Intrusion à l'école Terra Amata à Nice : pas d'apologie du terrorisme
Intrusion école Nice : pas d'apologie terrorisme

Ce mardi 28 juillet 2026, l'homme qui s'était introduit la veille dans le centre de loisirs Terra Amata, dans le quartier du port de Nice, a été présenté au parquet. Il n'a pas été mis en examen pour apologie du terrorisme, contrairement à ce que certains auraient pu craindre après son cri "Allah akbar" lors de son interpellation. Seule l'intrusion dans un établissement scolaire a été retenue, un délit puni par le code pénal.

Le déroulement de l'intrusion

Les faits remontent au lundi 27 juillet 2026, en début d'après-midi. L'individu, dont l'identité n'a pas été divulguée, est entré sans effraction dans l'école Terra Amata, qui accueille durant l'été un centre aéré pour enfants. Il est tombé nez à nez avec la directrice de l'établissement. Selon ses déclarations, il fréquentait ce centre lorsqu'il était enfant. La directrice lui a alors indiqué la sortie, et il s'est conformé à cette demande. Cependant, la police municipale, alertée par la directrice, est rapidement intervenue et a procédé à son interpellation à l'extérieur de l'école. C'est au moment de son arrestation qu'il s'est écrié "Allah akbar", expression qui signifie "Dieu est grand" en arabe.

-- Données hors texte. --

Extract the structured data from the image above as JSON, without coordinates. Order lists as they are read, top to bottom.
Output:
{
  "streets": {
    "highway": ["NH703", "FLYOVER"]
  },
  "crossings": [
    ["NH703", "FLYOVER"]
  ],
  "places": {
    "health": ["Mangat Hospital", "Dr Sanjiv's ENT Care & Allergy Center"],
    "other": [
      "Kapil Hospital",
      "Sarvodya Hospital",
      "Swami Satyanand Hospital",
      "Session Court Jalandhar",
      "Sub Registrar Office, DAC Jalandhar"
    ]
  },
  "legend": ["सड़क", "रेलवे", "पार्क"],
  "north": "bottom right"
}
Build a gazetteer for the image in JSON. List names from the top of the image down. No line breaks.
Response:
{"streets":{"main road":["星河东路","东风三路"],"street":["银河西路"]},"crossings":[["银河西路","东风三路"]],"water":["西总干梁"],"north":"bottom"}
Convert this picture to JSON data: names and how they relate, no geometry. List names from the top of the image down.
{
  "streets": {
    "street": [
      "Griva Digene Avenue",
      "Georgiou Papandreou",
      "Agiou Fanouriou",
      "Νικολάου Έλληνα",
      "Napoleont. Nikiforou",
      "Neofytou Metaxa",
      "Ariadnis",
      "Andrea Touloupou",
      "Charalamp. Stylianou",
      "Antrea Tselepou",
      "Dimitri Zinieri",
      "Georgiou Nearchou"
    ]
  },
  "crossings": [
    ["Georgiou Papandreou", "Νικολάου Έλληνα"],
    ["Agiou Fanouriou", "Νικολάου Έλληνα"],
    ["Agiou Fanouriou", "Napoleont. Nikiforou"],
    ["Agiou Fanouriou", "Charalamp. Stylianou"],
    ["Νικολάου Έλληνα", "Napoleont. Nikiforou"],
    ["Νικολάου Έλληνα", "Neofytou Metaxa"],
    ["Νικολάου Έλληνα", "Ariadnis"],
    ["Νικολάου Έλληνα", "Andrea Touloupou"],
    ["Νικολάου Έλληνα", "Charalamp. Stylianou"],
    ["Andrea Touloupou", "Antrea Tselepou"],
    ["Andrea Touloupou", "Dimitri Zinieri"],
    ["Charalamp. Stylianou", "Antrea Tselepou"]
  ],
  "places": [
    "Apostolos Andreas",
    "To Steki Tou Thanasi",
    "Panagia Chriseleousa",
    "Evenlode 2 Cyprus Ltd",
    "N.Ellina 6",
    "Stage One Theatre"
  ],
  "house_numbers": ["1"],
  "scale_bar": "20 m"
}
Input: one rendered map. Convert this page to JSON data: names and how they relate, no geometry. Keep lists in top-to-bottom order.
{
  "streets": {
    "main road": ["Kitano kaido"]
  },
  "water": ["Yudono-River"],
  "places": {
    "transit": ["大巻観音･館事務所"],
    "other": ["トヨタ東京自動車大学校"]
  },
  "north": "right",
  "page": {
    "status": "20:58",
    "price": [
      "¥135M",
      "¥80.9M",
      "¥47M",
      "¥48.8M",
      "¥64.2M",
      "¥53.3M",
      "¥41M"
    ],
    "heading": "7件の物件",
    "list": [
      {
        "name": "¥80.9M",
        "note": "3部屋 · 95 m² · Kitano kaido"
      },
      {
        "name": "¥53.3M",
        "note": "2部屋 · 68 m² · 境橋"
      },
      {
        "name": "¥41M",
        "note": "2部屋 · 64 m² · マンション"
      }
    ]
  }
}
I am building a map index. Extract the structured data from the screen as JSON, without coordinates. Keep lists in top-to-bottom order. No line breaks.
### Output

Les motifs de l'absence de poursuites pour apologie du terrorisme

L'emploi de cette expression, souvent détournée par les groupes djihadistes, ne constitue pas en soi une infraction pénale. Selon le parquet de Nice, il est nécessaire de démontrer un contexte de glorification ou de provocation directe à des actes de terrorisme pour caractériser le délit d'apologie du terrorisme. En l'espèce, les enquêteurs ont estimé que le cri, bien qu'inquiétant, n'était pas accompagné d'éléments suffisants pour établir une intention terroriste. Par ailleurs, l'auteur présenterait un profil psychiatrique dérangé, facteur pris en compte dans l'analyse du parquet. De nombreux témoignages, dont ceux de la directrice et des policiers, ont été recueillis pour étayer cette décision.

Bannière large Pickt — app de listes de courses collaboratives pour Telegram

Les suites judiciaires

Déféré au parquet, l'intrus a été placé sous le régime du classement conditionnel. Il lui est désormais interdit de paraître à l'école Terra Amata, sous peine de poursuites pénales. Si cette interdiction est respectée, l'affaire sera définitivement close. Ce dispositif, prévu par le code de procédure pénale, permet d'éviter un procès lorsque l'infraction est mineure et que l'auteur accepte les conditions fixées. La directrice du centre a quant à elle salué la réactivité des forces de l'ordre et la protection des enfants, aucun d'entre eux n'ayant été mis en danger. L'incident soulève néanmoins des questions sur la sécurité des établissements scolaires en période estivale, alors que les centres aérés sont souvent moins surveillés que pendant l'année scolaire.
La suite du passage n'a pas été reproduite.